Some of the indicators are shown on the price chart itself, such as Moving Averages and Bollinger bands - these indicators are referred to as price overlays.
Explanation of these indicators is found under the tutorial: List of All Indicators - Technical Analysis PDF - Learn Technical Analysis PDF - Technical Analysis Examples
SUMMARY
- Technical Analysis Relies on Defining Probabilities
- Technical Analysis Uses History of Price Patterns
- Technical Analysis Uses Several Analytical Tools (Indicators)
- Technical Analysis Uses Chart Patterns
- Technical Analysis Uses Many Chart Time frames
How to Trade with Technical Analysis - Learn Technical Analysis Examples
Most traders prefer analysis over fundamental analysis, because Fundamental analysis is a more difficult strategy to implement as it is required for one to have a lot of knowledge and experience required to successfully analyze the enormous and fundamental data and economic reports. In addition forex fundamental analysis is not also very accurate since it involves looking at many factors all at once which might be interpreted differently by other investors and traders.
However, forex fundamental analysis that involves news trading is unpredictable and it's not so easy to interpret economic news reports.
Although analysis is also not so easy to master, you may find it not much simpler to master than fundamental analysis, learning the analysis methods used will also take you less time and will be easier to learn due to its nature which involves abiding by the analysis rules.

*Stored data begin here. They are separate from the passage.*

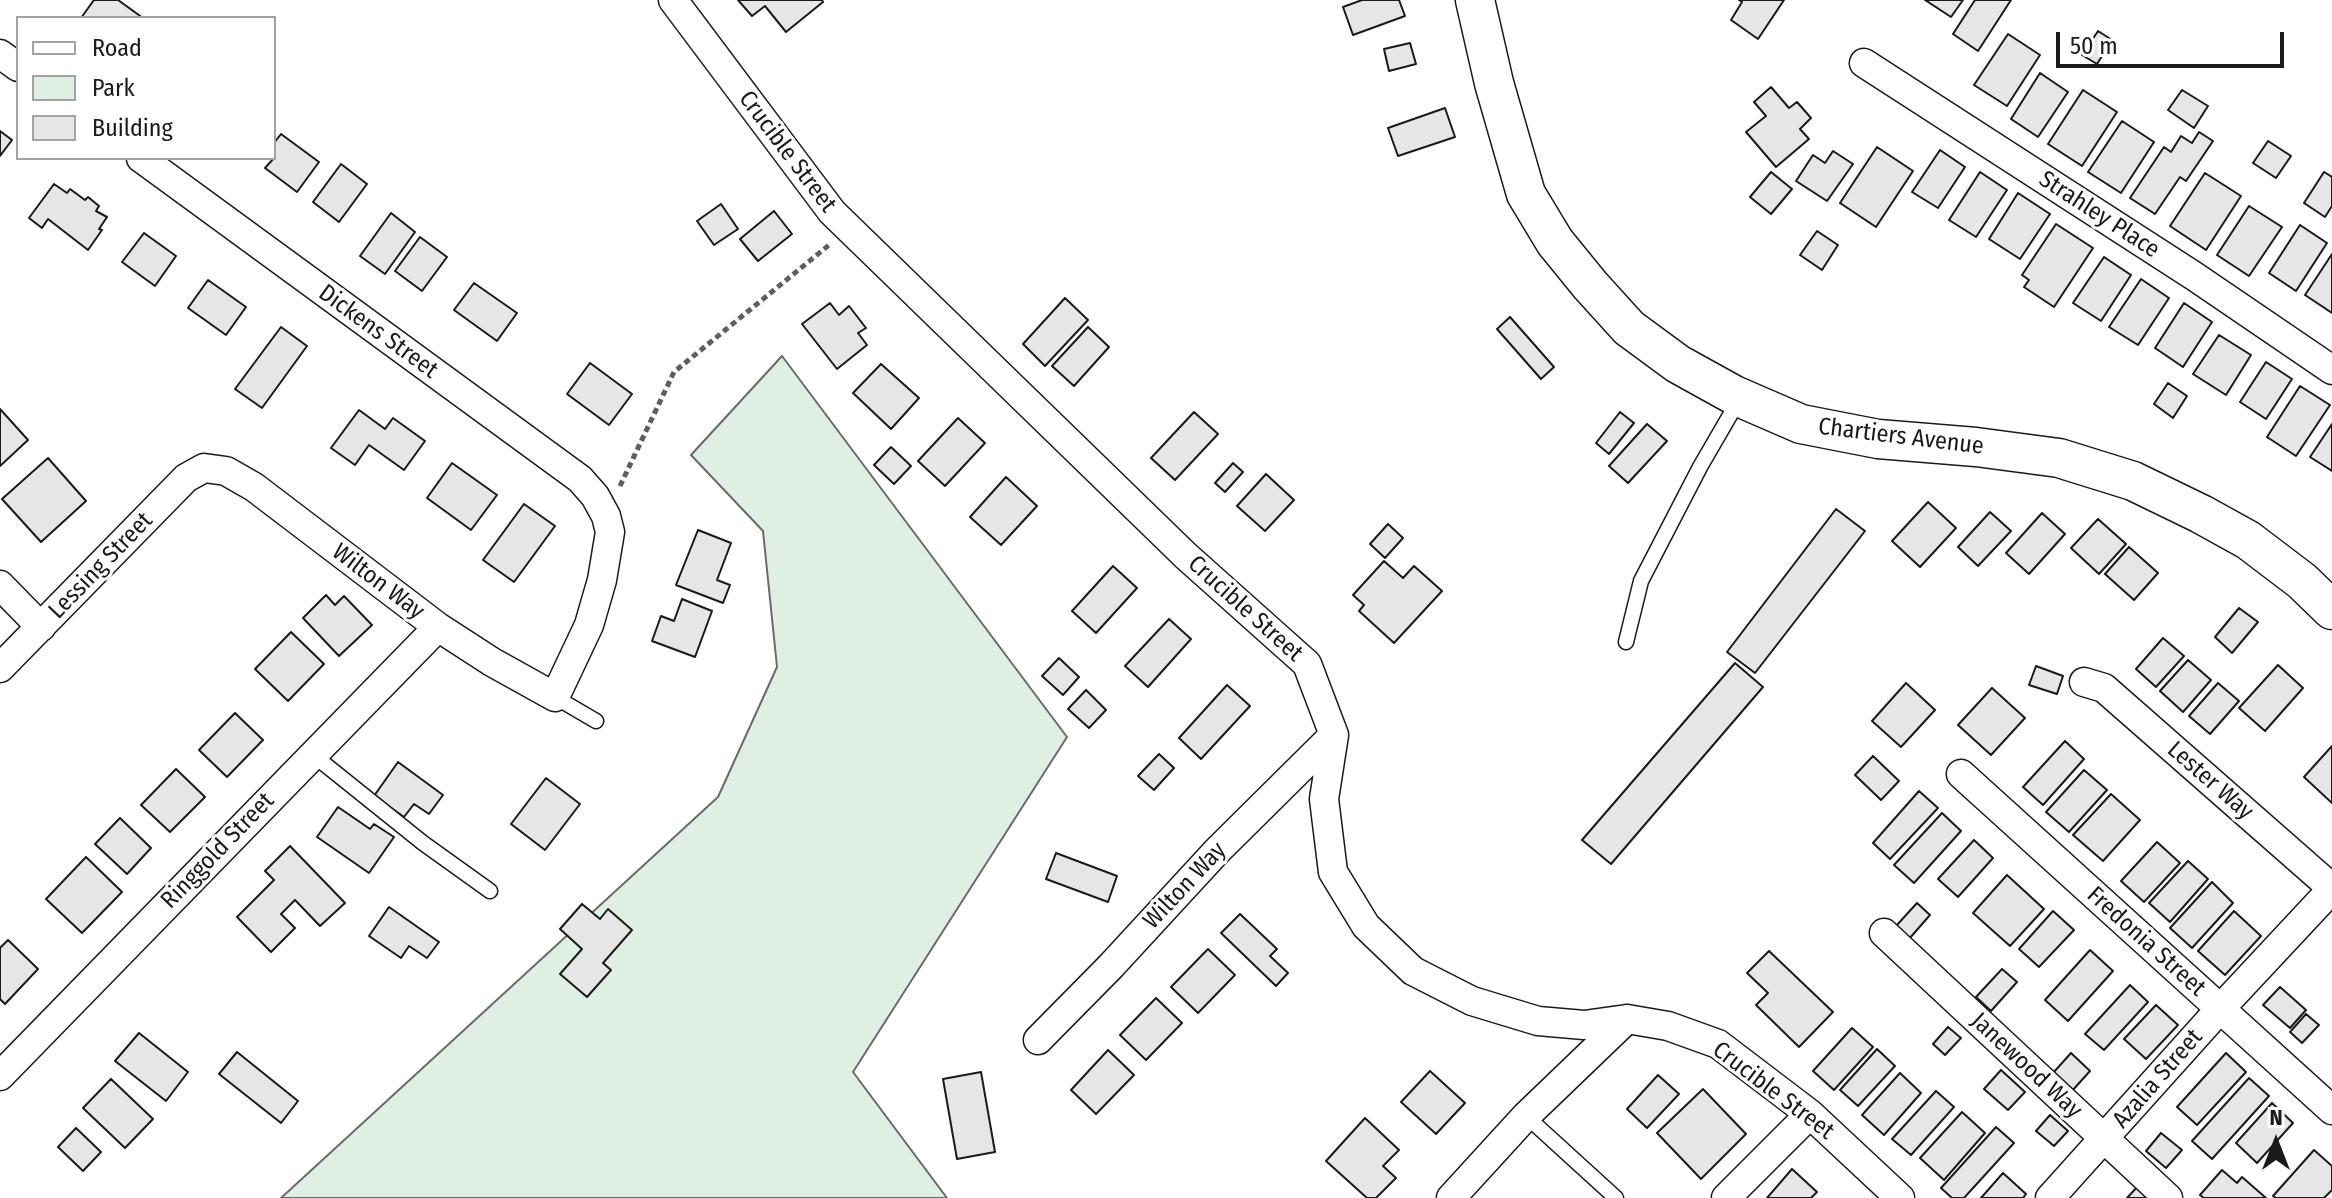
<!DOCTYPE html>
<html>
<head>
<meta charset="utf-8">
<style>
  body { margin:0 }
  #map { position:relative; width:2332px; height:1198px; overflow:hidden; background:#fff; font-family:"Fira Sans Condensed",sans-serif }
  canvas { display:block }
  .legend { position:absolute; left:16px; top:16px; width:260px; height:144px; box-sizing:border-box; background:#fff; border:2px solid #a3a3a3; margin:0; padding:10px 14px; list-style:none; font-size:24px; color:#1a1a1a }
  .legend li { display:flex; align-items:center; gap:16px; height:40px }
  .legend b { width:40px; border:2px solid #a3a3a3 }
  .north { position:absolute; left:2236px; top:1102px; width:80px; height:80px; -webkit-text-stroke:6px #fff; paint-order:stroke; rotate:0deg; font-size:22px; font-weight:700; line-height:32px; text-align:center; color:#1a1a1a }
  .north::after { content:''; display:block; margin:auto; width:28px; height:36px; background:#1a1a1a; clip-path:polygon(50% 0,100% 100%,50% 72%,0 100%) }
  .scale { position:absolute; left:2056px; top:32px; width:228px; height:36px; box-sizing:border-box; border:4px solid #1a1a1a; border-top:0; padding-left:10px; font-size:24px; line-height:28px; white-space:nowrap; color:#1a1a1a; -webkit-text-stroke:6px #fff; paint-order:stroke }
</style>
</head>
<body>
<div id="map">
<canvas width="2332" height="1198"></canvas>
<ul class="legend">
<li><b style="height:10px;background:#fff"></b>Road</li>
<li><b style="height:22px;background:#e0efe3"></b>Park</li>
<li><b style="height:22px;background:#e6e6e6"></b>Building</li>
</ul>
<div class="north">N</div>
<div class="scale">50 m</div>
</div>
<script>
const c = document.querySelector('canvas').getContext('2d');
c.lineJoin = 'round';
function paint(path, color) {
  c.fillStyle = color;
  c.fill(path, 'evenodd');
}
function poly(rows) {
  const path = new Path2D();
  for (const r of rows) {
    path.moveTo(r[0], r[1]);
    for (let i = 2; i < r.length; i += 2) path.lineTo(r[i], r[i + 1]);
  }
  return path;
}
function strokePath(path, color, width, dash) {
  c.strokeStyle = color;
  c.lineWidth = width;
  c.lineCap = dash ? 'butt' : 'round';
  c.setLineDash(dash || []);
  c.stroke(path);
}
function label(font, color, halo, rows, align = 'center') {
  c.font = font + ' "Fira Sans Condensed",sans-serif';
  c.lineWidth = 6;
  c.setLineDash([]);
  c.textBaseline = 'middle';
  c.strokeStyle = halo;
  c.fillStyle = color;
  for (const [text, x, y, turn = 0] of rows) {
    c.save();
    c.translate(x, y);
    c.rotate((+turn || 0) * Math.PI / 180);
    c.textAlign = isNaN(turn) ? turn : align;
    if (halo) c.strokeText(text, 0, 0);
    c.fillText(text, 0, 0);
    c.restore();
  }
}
const green = poly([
  [782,356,1067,737,853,1072,947,1198,281,1198,718,797,777,667,763,531,691,455,782,356]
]);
const building = poly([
  [94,0,118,0,143,18,81,18,94,0],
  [738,0,822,0,823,2,786,32,765,6,752,16,738,0],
  [1362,0,1399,0,1405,16,1353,35,1343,7,1362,0],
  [1739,0,1784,0,1758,39,1731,20,1742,2,1739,0],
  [1925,0,1963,0,1951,17,1925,0],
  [1975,0,2011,0,1978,51,1953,34,1975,0],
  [2098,31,2112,40,2097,64,2082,55,2098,31],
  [2008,34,2040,55,2007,106,1974,85,2008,34],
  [1410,43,1416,64,1389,71,1384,49,1410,43],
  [2040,73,2068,92,2038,137,2011,119,2040,73],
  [1771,87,1789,108,1797,102,1811,118,1800,129,1809,139,1776,167,1746,132,1766,116,1754,102,1771,87],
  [2083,90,2117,112,2082,166,2048,144,2083,90],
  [2182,90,2208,106,2194,128,2168,110,2182,90],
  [1445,108,1455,137,1398,156,1388,128,1445,108],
  [2122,121,2154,142,2121,193,2088,172,2122,121],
  [0,131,12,140,0,156,0,131],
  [2199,132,2213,141,2186,181,2180,177,2155,214,2130,198,2164,147,2171,152,2181,136,2192,143,2199,132],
  [281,134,319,162,297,192,265,168,274,158,274,143,281,134],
  [2268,141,2291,156,2276,178,2253,163,2268,141],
  [1877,147,1913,171,1876,227,1840,203,1877,147],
  [1940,150,1965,167,1938,208,1912,192,1940,150],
  [1833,151,1853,164,1827,201,1796,181,1813,155,1825,163,1833,151],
  [341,164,367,184,339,222,313,202,341,164],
  [1771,172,1792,189,1771,214,1750,197,1771,172],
  [1980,172,2007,190,1976,237,1949,220,1980,172],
  [2324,172,2332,177,2332,206,2325,217,2304,203,2324,172],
  [2205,173,2241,196,2206,250,2170,226,2205,173],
  [54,184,67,193,70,189,85,200,88,197,99,206,96,211,107,217,99,229,102,230,88,250,48,219,42,228,29,218,54,184],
  [2018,193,2050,214,2020,259,1989,239,2018,193],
  [721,204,738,229,714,245,697,221,721,204],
  [2249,206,2282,227,2249,276,2217,255,2249,206],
  [774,211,792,234,758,261,740,239,774,211],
  [391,213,415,232,385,274,360,256,391,213],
  [2056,224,2093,248,2054,307,2024,287,2029,280,2022,275,2056,224],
  [2300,225,2327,243,2296,291,2269,273,2300,225],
  [1817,231,1838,245,1822,270,1800,255,1817,231],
  [144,233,176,256,155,286,122,262,144,233],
  [420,237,447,257,422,291,395,271,420,237],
  [2332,254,2332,313,2305,295,2332,254],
  [2104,257,2131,275,2101,321,2073,303,2104,257],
  [2141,279,2169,298,2138,345,2109,327,2141,279],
  [208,280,246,307,226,335,188,308,208,280],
  [474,283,517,313,497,341,454,310,474,283],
  [1065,298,1088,320,1045,366,1023,344,1065,298],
  [830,303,839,315,849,306,866,328,858,333,867,345,837,369,802,324,830,303],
  [2184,303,2212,322,2183,367,2155,348,2184,303],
  [1510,317,1554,367,1541,379,1497,329,1510,317],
  [281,327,307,346,262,408,235,389,281,327],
  [1088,327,1109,347,1074,386,1052,366,1088,327],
  [2219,335,2251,355,2226,395,2193,374,2219,335],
  [2266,362,2292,379,2266,419,2240,402,2266,362],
  [590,363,632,394,609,425,567,394,590,363],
  [881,364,919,398,891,429,853,393,881,364],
  [2168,383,2187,396,2173,418,2154,404,2168,383],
  [2300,386,2330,405,2296,456,2267,437,2300,386],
  [0,409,28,440,0,466,0,409],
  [359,410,385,429,393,418,425,441,404,470,369,445,355,465,331,448,359,410],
  [1194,412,1218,434,1175,480,1151,458,1194,412],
  [1620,412,1634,423,1609,454,1596,443,1620,412],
  [958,418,985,443,945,486,918,461,958,418],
  [1647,424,1667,441,1628,483,1609,466,1647,424],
  [2332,424,2332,471,2310,457,2332,424],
  [891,447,911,466,894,484,874,465,891,447],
  [48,458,86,501,41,542,2,499,48,458],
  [452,463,497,495,471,530,427,498,452,463],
  [1233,463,1243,472,1225,492,1215,483,1233,463],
  [1266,474,1294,500,1265,531,1237,506,1266,474],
  [1006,477,1037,506,1001,545,970,517,1006,477],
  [1928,502,1956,528,1920,567,1892,541,1928,502],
  [524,504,555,526,514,582,483,560,524,504],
  [1836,509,1865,531,1755,673,1727,652,1836,509],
  [1990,512,2011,531,1978,566,1958,547,1990,512],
  [2042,513,2065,534,2029,574,2006,553,2042,513],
  [2098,519,2126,544,2099,574,2071,548,2098,519],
  [1388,524,1403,538,1385,558,1370,544,1388,524],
  [698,530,731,543,717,580,730,585,723,603,676,585,698,530],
  [2129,547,2158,573,2134,600,2105,574,2129,547],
  [1384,561,1403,578,1414,566,1442,591,1394,643,1359,611,1364,605,1353,595,1384,561],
  [1113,566,1137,588,1096,633,1072,611,1113,566],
  [326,595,335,605,344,596,372,625,339,656,303,618,326,595],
  [682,599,712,611,695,657,652,641,661,616,674,621,682,599],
  [2239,608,2258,622,2232,653,2215,637,2239,608],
  [1169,619,1191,639,1148,687,1125,666,1169,619],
  [291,632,324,664,288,701,255,669,291,632],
  [2163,638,2184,656,2156,687,2136,669,2163,638],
  [1059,658,1079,677,1063,695,1042,676,1059,658],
  [2188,660,2211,680,2183,712,2160,691,2188,660],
  [1735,663,1763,687,1611,864,1582,840,1735,663],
  [2278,665,2303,688,2265,731,2239,708,2278,665],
  [2036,666,2063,676,2057,694,2029,685,2036,666],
  [1906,683,1935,710,1901,747,1872,721,1906,683],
  [2218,683,2239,701,2210,734,2189,716,2218,683],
  [1227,685,1250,706,1201,759,1179,738,1227,685],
  [1992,688,2025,718,1991,755,1958,725,1992,688],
  [1086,690,1106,710,1089,728,1068,709,1086,690],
  [235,713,263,740,227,777,199,750,235,713],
  [2065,741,2084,759,2043,805,2023,787,2065,741],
  [2332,746,2332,803,2304,777,2332,746],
  [1159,754,1174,768,1154,790,1138,776,1159,754],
  [1873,756,1899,781,1881,800,1855,775,1873,756],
  [398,762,443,795,429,814,414,804,404,817,374,796,398,762],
  [176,769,205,797,170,832,141,805,176,769],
  [2084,770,2107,790,2069,832,2046,812,2084,770],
  [546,778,580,804,545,850,511,824,546,778],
  [1919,791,1938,808,1890,859,1873,843,1919,791],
  [2111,794,2140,820,2103,861,2073,835,2111,794],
  [338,807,370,829,374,824,394,837,369,873,317,837,338,807],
  [1942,813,1961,831,1914,883,1894,865,1942,813],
  [120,818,151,848,127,874,95,844,120,818],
  [1974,840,1993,858,1958,897,1938,879,1974,840],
  [2157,842,2180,863,2144,902,2121,881,2157,842],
  [290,846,345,903,320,926,295,900,281,914,295,928,271,952,237,917,274,880,265,871,290,846],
  [1056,853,1117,876,1108,902,1046,879,1056,853],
  [86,857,122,892,82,933,46,899,86,857],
  [2188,861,2208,879,2170,922,2149,903,2188,861],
  [2007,875,2044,909,2010,946,1973,913,2007,875],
  [2212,882,2233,903,2192,948,2170,928,2212,882],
  [1917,903,1930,915,1909,939,1896,926,1917,903],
  [582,904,600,919,608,909,632,930,603,963,611,970,587,997,560,974,582,949,560,929,582,904],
  [389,907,439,942,427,958,409,946,401,958,369,936,389,907],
  [2053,911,2074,930,2039,967,2019,949,2053,911],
  [2234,911,2261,936,2225,975,2198,951,2234,911],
  [1240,914,1277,949,1270,956,1288,973,1276,986,1221,933,1240,914],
  [8,940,38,969,5,1004,0,999,0,948,8,940],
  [1208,949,1235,975,1198,1013,1171,987,1208,949],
  [2090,950,2113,971,2068,1021,2045,1000,2090,950],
  [1769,951,1833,1012,1799,1047,1756,1005,1768,993,1747,973,1769,951],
  [2002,969,2017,982,1991,1011,1976,997,2002,969],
  [2130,985,2148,1002,2104,1050,2085,1034,2130,985],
  [2280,987,2306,1010,2290,1028,2263,1005,2280,987],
  [1156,998,1182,1023,1146,1060,1120,1035,1156,998],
  [2156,1005,2178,1025,2146,1059,2124,1039,2156,1005],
  [2306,1014,2319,1025,2302,1043,2290,1032,2306,1014],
  [1948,1027,1961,1038,1945,1055,1933,1044,1948,1027],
  [1852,1028,1873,1047,1834,1090,1813,1071,1852,1028],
  [139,1033,188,1072,166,1101,115,1061,139,1033],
  [1877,1049,1895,1066,1858,1106,1840,1090,1877,1049],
  [1108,1050,1134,1075,1096,1114,1071,1090,1108,1050],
  [237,1052,298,1101,281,1123,219,1074,237,1052],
  [2071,1053,2090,1071,2072,1091,2053,1073,2071,1053],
  [2226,1053,2246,1072,2197,1125,2177,1107,2226,1053],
  [2001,1070,2025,1092,2008,1110,1984,1089,2001,1070],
  [1430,1071,1465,1103,1436,1134,1401,1102,1430,1071],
  [981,1072,995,1152,957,1159,943,1079,981,1072],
  [1900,1073,1921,1093,1884,1135,1862,1115,1900,1073],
  [1658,1075,1679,1094,1647,1128,1627,1109,1658,1075],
  [2249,1078,2269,1096,2212,1159,2192,1141,2249,1078],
  [111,1079,153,1119,125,1148,83,1108,111,1079],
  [1703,1089,1746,1134,1701,1179,1657,1133,1703,1089],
  [1936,1091,1954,1107,1911,1155,1892,1139,1936,1091],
  [2272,1103,2293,1123,2257,1163,2236,1143,2272,1103],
  [1962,1112,1985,1133,1944,1180,1920,1158,1962,1112],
  [2050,1115,2068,1131,2054,1146,2036,1131,2050,1115],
  [1365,1118,1399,1150,1383,1166,1396,1178,1376,1198,1367,1198,1326,1161,1365,1118],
  [1996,1127,2014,1143,1964,1198,1952,1198,1941,1188,1996,1127],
  [76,1128,101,1152,83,1171,58,1147,76,1128],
  [2161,1133,2182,1150,2166,1168,2146,1151,2161,1133],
  [2314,1150,2332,1166,2332,1190,2324,1198,2276,1198,2273,1196,2314,1150],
  [1792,1169,1817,1192,1811,1198,1767,1198,1792,1169],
  [2222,1170,2237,1183,2242,1177,2266,1198,2204,1198,2200,1195,2222,1170],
  [2003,1173,2026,1194,2023,1198,1981,1198,2003,1173],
  [2138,1186,2151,1198,2127,1198,2138,1186]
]);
const path = poly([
  [620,486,674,372,829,245]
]);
const lane = poly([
  [1626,642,1641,581,1700,467,1740,398],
  [555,697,596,721],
  [312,754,423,843,490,891],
  [1526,1116,1616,1198]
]);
const street = poly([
  [673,0,832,212,1186,556,1307,664,1334,735,1324,799,1333,872,1366,926,1413,971,1472,1001,1538,1021,1584,1025,1627,1019,1668,1026,1718,1044,1810,1114,1900,1198],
  [0,54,18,67],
  [1864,63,2194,276,2332,370],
  [0,585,41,627],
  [0,668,186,478,204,468,226,471,254,487,438,627,492,662,555,697,589,625,602,580,610,532,606,516,595,496,580,479,141,158],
  [2084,682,2104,688,2332,888],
  [1961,774,2332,1110],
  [1884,933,2168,1198],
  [1038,1040,1111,966,1217,851,1334,735],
  [0,1076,438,627],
  [1451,1198,1526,1116,1627,1019],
  [1726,1198,1810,1114],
  [2050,1198,2220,1009,2332,889]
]);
const secondary = poly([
  [1475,0,1494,83,1526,194,1555,242,1590,285,1629,328,1678,364,1734,395,1801,424,1878,439,1976,447,2059,458,2133,481,2201,514,2248,540,2302,581,2332,610]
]);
const streetNames = [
  ["Crucible Street",787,152,53],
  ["Strahley Place",2099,215,33],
  ["Dickens Street",378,332,36],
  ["Chartiers Avenue",1901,437,7],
  ["Lessing Street",101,566,-46],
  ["Wilton Way",378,582,37],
  ["Crucible Street",1245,609,42],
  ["Lester Way",2210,781,41],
  ["Ringgold Street",218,851,-46],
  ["Wilton Way",1185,886,-47],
  ["Fredonia Street",2146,942,42],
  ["Janewood Way",2026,1066,43],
  ["Azalia Street",2158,1079,-49],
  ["Crucible Street",1773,1091,37]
];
paint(green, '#e0efe3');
strokePath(green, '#6a6a6a', 2);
paint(building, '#e6e6e6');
strokePath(building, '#1a1a1a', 2);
strokePath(lane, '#1a1a1a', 17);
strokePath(street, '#1a1a1a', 31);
strokePath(secondary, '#1a1a1a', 41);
strokePath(path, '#5f5f5f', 5, [6, 4]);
strokePath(lane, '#fff', 14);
strokePath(street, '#fff', 28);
strokePath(secondary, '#fff', 38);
label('24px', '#1a1a1a', '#fff', streetNames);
</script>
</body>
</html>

To learn how to trade currencies successfully, it is important that you understand the 3 analysis strategies, outlined below:
1. Forex currency pair moves will always follow a trend which can be identified by looking at the patterns or the candlesticks charts. If any investor tells you that you can also profit from the counter-trends consistently it will not be possible because the trend is the only proven method of making money in Forex.
2. The market forces will drive the currency up or down depending on supply and demand. Factors such as economic news releases might play a role in determining the demand supply of a currency. Forex analysis seeks to measure the demand supply of any currency using various analysis tools & indicators. The demand supply is reflected in the price action. Therefore, by simply looking at the price movements themselves you can try and predict what direction the price is likely to move towards using one or two indicators - analysis indicators like the moving average or support and resistance areas.
3. The market not only shows the history of the past prices, but will also follow the trend that was in place, until its direction reverses. Some very important indicators used to determine these market movements are Moving Averages, MACD and Bollinger Bands indicators.
When a currency starts to consolidate, which means there is no trend, you should use a different approach to analyze the trading market. You should use support and resistance levels and breakout strategies to analyze the ranging market - sideways moving market.
When the market retraces, you should use patterns & indicators to analyze whether the current trend will continue or reverse.